In the above preparation method, preferably, in the step (1), the molding process parameters for preparing the polycarbonate flat plate with the surface containing the micrometer protruding structures through the injection molding die are as follows: the injection rate is 10-26cm³And/s, the cooling time is 40-60s, the pressure maintaining pressure is 80-120MPa, and the pressure maintaining time is 3-10 s.

In the above preparation method, preferably, in the step (1), the temperature of the polycarbonate is 280 ℃ to 320 ℃, and the temperature of the injection molding mold is 80 ℃ to 160 ℃.

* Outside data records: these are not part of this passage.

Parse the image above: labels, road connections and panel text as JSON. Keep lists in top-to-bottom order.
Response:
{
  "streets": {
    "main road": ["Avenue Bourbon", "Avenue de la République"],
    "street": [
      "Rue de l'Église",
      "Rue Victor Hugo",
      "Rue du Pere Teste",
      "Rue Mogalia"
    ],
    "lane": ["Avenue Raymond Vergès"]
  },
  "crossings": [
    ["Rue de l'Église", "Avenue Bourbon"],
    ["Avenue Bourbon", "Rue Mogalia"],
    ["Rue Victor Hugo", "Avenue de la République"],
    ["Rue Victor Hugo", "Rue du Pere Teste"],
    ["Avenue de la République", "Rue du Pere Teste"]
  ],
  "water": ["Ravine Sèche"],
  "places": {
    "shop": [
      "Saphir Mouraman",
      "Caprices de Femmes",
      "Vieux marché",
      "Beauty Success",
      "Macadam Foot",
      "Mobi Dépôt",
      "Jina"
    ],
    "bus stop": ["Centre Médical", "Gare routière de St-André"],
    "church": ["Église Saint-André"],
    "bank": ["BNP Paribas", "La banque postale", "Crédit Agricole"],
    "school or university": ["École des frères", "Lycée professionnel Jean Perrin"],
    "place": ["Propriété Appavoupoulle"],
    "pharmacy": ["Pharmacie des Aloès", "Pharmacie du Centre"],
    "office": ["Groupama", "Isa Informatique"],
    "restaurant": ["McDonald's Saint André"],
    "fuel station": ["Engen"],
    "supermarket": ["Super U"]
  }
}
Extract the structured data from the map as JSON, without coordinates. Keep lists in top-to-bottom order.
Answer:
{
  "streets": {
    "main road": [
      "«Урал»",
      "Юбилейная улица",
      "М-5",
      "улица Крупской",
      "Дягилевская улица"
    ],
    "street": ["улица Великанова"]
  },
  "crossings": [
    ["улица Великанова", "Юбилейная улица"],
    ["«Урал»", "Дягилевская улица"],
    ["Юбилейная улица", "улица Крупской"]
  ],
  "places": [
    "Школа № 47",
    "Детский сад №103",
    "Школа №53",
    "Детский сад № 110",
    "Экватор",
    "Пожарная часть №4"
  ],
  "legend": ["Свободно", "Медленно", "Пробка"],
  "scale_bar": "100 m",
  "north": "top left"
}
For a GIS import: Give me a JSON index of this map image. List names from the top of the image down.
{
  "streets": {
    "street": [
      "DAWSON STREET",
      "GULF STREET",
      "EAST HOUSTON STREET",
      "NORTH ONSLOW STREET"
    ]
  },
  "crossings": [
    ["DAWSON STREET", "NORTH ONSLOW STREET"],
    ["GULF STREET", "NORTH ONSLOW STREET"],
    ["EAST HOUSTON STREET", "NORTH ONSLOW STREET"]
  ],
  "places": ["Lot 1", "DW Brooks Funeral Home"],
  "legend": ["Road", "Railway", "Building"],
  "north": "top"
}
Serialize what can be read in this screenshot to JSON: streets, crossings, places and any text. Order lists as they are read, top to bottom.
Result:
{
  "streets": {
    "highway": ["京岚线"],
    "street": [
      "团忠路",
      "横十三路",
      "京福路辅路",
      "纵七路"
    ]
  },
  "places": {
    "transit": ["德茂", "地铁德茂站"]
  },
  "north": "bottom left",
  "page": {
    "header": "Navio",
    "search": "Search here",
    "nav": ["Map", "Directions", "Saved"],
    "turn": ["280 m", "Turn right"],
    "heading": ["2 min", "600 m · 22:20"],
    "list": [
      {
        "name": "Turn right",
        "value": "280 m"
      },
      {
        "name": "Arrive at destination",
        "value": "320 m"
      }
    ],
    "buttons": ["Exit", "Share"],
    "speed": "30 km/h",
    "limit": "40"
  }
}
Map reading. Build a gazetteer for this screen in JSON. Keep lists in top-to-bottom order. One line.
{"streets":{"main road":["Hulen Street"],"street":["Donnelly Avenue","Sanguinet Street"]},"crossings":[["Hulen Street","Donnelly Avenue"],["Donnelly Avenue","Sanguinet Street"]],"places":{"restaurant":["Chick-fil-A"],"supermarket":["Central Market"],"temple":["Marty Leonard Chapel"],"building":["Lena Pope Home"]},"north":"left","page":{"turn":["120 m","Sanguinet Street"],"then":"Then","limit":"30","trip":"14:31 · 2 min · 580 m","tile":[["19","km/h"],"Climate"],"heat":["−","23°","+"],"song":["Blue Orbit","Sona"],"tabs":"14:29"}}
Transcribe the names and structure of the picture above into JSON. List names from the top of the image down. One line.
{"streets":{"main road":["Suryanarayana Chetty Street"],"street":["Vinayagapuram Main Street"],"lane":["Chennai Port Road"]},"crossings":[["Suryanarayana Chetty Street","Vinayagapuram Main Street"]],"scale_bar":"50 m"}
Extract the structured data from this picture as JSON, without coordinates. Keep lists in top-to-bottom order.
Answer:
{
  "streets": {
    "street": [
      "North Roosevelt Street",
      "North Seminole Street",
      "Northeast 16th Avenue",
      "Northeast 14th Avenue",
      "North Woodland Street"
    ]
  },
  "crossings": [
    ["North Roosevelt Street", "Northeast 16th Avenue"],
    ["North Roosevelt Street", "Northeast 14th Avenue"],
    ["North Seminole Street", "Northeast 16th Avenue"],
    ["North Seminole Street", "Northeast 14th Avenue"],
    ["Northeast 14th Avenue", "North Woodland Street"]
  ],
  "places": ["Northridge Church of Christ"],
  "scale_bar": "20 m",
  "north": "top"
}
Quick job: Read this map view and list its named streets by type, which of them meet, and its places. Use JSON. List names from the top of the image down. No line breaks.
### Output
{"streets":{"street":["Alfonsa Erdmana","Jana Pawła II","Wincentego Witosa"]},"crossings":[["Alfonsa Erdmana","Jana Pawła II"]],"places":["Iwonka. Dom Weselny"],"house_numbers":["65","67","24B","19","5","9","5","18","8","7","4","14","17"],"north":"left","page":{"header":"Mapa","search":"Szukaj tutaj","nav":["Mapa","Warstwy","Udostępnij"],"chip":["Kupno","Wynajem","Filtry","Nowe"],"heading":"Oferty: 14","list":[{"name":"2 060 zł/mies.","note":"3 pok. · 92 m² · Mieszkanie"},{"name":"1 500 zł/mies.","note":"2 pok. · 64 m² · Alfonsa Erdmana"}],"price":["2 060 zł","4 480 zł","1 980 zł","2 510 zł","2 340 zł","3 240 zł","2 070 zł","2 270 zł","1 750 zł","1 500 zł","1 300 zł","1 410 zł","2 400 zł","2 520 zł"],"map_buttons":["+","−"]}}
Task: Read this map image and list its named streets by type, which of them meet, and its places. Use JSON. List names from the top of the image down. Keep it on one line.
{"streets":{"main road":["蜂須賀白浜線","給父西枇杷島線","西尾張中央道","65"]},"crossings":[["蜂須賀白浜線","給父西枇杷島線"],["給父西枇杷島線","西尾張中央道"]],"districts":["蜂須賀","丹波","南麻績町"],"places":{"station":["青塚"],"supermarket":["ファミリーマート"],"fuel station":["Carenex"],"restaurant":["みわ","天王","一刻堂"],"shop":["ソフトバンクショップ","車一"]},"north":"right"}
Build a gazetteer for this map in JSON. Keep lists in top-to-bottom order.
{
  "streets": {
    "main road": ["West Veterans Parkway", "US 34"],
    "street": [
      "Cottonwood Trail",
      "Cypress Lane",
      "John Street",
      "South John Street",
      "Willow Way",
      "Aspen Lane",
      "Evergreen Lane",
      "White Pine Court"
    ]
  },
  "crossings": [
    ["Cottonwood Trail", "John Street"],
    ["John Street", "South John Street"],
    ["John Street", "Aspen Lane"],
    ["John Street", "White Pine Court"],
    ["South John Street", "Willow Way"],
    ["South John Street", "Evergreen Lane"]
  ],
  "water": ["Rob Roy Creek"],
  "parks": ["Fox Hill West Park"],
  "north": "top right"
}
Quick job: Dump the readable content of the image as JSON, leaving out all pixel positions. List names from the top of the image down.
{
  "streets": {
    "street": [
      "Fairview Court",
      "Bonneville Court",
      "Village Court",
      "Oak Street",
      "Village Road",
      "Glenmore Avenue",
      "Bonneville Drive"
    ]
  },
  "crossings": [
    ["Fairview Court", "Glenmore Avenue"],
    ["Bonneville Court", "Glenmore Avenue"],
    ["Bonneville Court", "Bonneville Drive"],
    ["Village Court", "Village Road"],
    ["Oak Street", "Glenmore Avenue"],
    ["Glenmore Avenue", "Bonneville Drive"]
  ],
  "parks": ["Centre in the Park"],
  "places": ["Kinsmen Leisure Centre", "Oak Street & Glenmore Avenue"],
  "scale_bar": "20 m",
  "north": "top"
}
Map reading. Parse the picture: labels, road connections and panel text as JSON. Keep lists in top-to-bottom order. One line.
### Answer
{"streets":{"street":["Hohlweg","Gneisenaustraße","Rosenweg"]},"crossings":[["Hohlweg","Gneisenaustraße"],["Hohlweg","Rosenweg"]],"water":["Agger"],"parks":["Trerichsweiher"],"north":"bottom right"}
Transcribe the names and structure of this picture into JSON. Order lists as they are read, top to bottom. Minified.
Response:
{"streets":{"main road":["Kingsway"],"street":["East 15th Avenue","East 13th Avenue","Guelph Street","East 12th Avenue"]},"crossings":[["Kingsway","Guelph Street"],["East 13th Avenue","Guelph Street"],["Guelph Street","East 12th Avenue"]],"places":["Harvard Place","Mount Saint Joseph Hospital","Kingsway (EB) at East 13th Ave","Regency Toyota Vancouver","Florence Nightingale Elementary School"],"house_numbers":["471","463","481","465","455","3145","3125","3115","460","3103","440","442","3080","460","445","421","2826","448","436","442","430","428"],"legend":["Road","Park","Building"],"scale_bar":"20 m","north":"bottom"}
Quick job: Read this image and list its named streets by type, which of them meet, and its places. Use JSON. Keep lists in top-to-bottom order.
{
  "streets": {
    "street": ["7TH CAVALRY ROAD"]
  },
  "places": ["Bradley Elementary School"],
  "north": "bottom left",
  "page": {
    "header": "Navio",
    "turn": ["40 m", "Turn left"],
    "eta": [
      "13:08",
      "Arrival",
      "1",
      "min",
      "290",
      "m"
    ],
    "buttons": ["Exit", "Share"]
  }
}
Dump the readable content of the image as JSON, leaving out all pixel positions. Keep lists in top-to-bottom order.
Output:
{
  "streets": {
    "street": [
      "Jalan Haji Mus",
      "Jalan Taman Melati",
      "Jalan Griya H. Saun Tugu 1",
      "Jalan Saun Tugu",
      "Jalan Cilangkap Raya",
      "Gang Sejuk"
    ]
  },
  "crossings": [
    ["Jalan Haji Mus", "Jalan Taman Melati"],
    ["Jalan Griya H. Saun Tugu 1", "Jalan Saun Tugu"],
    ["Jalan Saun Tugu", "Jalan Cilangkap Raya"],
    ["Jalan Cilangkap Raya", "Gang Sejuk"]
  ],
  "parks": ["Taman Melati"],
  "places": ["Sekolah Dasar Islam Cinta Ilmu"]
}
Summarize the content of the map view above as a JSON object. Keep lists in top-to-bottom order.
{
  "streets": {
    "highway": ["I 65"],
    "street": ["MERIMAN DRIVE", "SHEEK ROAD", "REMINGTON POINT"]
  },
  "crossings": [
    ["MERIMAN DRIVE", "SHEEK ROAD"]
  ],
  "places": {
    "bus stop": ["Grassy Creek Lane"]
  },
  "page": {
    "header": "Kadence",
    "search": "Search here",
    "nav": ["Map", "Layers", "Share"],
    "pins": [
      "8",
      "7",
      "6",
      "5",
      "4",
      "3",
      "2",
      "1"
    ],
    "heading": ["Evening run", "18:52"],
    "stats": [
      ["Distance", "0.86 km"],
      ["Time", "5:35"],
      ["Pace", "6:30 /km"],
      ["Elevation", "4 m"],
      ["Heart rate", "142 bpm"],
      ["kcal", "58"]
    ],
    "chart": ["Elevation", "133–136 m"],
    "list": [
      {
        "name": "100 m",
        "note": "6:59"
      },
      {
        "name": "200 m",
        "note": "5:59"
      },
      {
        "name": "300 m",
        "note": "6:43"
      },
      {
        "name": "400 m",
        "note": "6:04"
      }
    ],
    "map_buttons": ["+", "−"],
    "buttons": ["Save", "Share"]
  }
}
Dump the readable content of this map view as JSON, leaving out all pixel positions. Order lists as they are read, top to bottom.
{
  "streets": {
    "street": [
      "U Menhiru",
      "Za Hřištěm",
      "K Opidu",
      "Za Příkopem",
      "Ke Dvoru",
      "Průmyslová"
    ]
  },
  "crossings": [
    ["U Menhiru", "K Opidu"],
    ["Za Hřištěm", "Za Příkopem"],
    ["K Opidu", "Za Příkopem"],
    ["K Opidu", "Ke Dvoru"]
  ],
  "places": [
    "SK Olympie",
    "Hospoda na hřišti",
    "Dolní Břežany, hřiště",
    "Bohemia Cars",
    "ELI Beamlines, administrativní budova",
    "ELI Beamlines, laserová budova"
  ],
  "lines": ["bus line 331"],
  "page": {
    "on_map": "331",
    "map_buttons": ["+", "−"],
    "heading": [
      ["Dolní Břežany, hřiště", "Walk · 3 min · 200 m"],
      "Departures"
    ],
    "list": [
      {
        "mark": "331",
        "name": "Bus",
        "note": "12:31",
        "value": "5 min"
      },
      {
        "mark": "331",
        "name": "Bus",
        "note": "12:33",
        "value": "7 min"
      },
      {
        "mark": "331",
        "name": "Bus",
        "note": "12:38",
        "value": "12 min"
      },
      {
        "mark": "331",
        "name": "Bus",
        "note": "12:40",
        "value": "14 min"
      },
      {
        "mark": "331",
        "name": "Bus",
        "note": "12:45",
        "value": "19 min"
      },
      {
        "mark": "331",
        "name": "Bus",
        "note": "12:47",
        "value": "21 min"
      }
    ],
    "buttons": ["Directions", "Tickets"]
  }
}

Preferably, in the step (1), the surface of the mold core in the injection molding mold has a cylindrical pore array structure or a square pore array structure with a pore diameter of 25 μm to 200 μm. The mould core material is obtained by processing different materials according to different aperture sizes, and when the aperture is smaller, a method of combining mask lithography and electroforming is adopted to obtain a nickel metal mould core; if the aperture is larger, a more convenient chemical etching method can be adopted to directly carry out etching processing on the stainless steel plate to obtain the corresponding metal mold core.

Preferably, in the step (2), the organic solvent is acetone, methanol or tetrahydrofuran.

Preferably, in the step (2), during the process of inducing crystallization, a water mist is sprayed on the surface of the polycarbonate flat plate containing the organic solvent by using a spray, and the volume concentration of the organic solvent is controlled to be 100-50%. The concentration of acetone on the surface of PC can be reduced to a certain extent, so that the induced crystallization rate is slowed down, and a finer structure is generated.

Preferably, in the step (3), the polycarbonate flat plate obtained after the step (2) is placed in a closed space and stands still.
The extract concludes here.